**EXERCISE INSTRUCTIONS:** Find how many lines in the entries below carry the word "canvas" and answer with only that figure.

**INPUT MATERIAL:**
━━━━━━━━━━━━━━━━━━━━━━━━━━━━━━

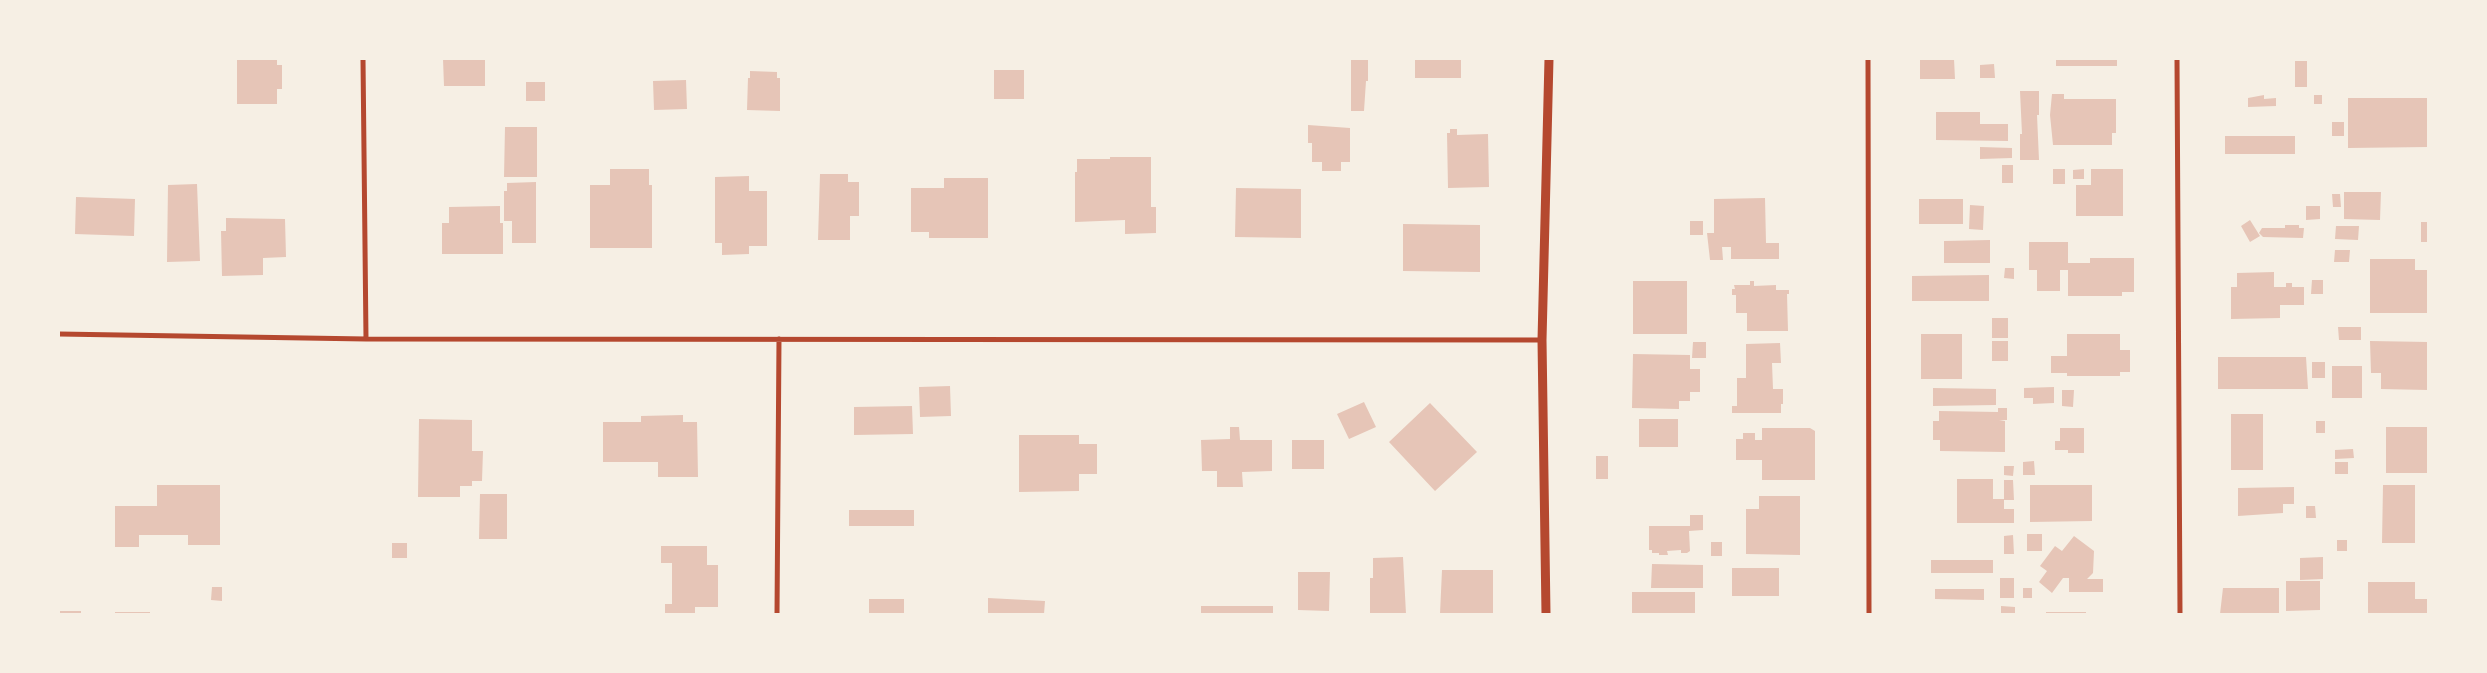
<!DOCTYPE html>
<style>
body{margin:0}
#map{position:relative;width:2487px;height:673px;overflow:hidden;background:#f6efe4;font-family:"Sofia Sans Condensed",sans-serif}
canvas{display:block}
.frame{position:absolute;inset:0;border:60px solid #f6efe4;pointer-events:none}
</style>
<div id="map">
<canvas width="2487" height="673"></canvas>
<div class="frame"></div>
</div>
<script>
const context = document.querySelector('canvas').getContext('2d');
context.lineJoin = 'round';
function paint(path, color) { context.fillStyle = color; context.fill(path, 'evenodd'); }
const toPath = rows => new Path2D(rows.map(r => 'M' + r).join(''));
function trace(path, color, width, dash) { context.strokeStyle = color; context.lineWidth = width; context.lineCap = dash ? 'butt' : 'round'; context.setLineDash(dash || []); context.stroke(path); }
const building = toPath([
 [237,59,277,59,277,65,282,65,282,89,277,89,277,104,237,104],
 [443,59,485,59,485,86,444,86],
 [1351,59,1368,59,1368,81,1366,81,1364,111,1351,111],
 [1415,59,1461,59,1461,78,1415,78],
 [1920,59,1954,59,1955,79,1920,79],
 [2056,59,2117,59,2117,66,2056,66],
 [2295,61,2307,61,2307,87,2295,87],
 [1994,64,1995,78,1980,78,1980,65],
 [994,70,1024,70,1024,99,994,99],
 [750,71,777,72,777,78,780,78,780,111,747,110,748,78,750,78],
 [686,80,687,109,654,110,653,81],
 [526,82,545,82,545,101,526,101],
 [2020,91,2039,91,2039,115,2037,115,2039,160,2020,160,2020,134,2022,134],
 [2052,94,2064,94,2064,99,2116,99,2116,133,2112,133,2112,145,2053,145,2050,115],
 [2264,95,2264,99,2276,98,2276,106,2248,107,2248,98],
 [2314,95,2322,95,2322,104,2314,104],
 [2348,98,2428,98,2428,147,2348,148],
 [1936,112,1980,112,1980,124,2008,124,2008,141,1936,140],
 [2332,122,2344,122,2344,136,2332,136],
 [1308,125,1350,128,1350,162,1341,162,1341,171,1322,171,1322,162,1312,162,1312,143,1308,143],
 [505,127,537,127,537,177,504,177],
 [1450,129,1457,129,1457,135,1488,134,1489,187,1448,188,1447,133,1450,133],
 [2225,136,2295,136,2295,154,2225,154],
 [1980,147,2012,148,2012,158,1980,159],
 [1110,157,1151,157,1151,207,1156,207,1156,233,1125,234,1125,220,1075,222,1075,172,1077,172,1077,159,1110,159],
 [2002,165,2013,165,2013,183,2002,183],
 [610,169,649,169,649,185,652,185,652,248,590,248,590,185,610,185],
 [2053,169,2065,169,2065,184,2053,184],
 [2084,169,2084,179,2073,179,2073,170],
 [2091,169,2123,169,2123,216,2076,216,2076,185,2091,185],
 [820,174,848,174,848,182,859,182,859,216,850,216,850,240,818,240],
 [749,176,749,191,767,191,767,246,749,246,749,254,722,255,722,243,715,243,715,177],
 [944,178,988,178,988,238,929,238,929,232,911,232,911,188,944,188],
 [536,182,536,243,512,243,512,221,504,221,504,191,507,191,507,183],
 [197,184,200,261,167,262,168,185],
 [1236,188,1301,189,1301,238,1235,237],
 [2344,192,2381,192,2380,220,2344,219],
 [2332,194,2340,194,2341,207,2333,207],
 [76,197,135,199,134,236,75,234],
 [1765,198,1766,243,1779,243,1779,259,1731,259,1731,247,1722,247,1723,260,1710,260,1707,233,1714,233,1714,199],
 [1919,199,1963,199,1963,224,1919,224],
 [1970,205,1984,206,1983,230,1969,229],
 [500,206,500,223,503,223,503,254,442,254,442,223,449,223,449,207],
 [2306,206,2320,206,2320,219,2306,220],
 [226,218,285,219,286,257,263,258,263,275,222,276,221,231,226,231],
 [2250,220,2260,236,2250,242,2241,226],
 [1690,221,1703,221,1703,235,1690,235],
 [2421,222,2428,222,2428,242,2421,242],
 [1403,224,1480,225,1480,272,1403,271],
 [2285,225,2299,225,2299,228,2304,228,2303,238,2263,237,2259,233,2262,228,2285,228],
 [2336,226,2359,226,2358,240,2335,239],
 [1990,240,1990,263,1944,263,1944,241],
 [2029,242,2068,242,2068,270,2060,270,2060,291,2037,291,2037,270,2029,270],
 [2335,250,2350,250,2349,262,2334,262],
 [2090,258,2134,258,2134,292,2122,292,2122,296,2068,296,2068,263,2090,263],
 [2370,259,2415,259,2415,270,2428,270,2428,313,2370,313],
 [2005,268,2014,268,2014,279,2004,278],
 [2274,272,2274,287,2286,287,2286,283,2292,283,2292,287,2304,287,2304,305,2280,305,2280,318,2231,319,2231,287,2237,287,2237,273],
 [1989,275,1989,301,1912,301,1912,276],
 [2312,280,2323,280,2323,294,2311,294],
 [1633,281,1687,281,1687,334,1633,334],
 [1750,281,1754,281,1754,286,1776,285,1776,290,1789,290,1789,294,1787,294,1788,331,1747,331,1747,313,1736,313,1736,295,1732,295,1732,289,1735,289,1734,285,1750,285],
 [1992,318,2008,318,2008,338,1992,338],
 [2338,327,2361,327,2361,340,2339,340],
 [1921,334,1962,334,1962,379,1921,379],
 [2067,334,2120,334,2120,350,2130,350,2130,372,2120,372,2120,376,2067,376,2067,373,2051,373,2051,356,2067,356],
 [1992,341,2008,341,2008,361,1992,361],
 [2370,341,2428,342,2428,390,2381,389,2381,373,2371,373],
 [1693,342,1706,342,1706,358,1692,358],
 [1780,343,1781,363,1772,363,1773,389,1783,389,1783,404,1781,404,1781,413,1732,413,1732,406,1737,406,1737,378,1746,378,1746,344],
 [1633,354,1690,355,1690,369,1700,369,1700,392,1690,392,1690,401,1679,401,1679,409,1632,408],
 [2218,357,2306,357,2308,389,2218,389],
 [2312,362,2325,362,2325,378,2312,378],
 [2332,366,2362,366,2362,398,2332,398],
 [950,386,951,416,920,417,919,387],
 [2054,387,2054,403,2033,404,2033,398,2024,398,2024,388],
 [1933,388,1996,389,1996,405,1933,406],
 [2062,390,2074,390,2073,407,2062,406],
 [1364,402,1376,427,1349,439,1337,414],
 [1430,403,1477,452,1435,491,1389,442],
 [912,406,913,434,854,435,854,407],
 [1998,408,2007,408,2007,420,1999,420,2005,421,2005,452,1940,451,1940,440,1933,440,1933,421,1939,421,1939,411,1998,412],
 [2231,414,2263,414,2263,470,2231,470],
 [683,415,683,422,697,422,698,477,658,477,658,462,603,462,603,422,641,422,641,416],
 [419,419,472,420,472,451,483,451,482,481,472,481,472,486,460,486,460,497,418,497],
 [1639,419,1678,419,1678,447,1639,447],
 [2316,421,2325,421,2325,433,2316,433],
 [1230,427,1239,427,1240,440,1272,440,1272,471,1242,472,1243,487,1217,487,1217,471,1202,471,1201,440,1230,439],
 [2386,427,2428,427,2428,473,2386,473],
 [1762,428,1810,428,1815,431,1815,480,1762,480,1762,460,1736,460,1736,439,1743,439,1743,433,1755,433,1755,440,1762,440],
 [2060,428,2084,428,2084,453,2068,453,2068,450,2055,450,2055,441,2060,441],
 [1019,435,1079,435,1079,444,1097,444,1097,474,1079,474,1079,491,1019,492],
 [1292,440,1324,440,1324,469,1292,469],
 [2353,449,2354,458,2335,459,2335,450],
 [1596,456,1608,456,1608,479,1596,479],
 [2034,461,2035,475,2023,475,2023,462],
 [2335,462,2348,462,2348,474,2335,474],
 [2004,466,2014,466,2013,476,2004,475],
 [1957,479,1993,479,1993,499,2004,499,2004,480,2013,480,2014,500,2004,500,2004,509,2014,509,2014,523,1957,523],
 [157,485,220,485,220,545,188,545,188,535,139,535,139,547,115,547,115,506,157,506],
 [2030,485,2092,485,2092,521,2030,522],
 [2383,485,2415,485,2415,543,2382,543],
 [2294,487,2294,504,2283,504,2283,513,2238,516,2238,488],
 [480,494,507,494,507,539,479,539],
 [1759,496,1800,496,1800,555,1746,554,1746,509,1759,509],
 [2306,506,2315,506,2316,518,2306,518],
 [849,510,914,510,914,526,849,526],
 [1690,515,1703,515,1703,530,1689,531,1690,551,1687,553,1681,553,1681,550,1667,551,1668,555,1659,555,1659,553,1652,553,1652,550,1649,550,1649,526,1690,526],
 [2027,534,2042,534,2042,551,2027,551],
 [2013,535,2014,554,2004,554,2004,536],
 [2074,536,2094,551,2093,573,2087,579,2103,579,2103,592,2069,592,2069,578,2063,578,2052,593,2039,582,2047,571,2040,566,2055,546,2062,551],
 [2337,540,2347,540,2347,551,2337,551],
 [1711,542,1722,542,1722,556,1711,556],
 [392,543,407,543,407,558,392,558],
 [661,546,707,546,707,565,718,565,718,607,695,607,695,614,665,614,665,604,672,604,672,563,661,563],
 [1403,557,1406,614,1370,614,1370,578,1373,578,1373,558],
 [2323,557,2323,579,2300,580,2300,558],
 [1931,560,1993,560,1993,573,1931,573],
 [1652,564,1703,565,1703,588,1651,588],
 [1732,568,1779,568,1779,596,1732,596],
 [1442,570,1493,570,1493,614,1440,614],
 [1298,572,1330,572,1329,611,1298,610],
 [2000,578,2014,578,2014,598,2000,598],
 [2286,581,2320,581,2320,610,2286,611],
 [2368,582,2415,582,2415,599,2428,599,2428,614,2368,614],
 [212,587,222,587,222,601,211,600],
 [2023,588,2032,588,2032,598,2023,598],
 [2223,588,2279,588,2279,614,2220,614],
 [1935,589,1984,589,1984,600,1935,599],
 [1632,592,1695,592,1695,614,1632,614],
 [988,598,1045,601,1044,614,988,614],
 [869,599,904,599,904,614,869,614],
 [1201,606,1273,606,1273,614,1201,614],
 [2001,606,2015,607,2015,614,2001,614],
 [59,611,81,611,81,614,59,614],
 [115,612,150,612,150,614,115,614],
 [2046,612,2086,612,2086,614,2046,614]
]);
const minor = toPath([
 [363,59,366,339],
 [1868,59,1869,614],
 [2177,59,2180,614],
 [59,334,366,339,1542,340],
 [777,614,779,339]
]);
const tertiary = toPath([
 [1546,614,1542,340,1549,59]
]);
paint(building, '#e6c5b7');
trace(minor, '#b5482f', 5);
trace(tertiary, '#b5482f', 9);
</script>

━━━━━━━━━━━━━━━━━━━━━━━━━━━━━━

**TASK ANSWER:** 3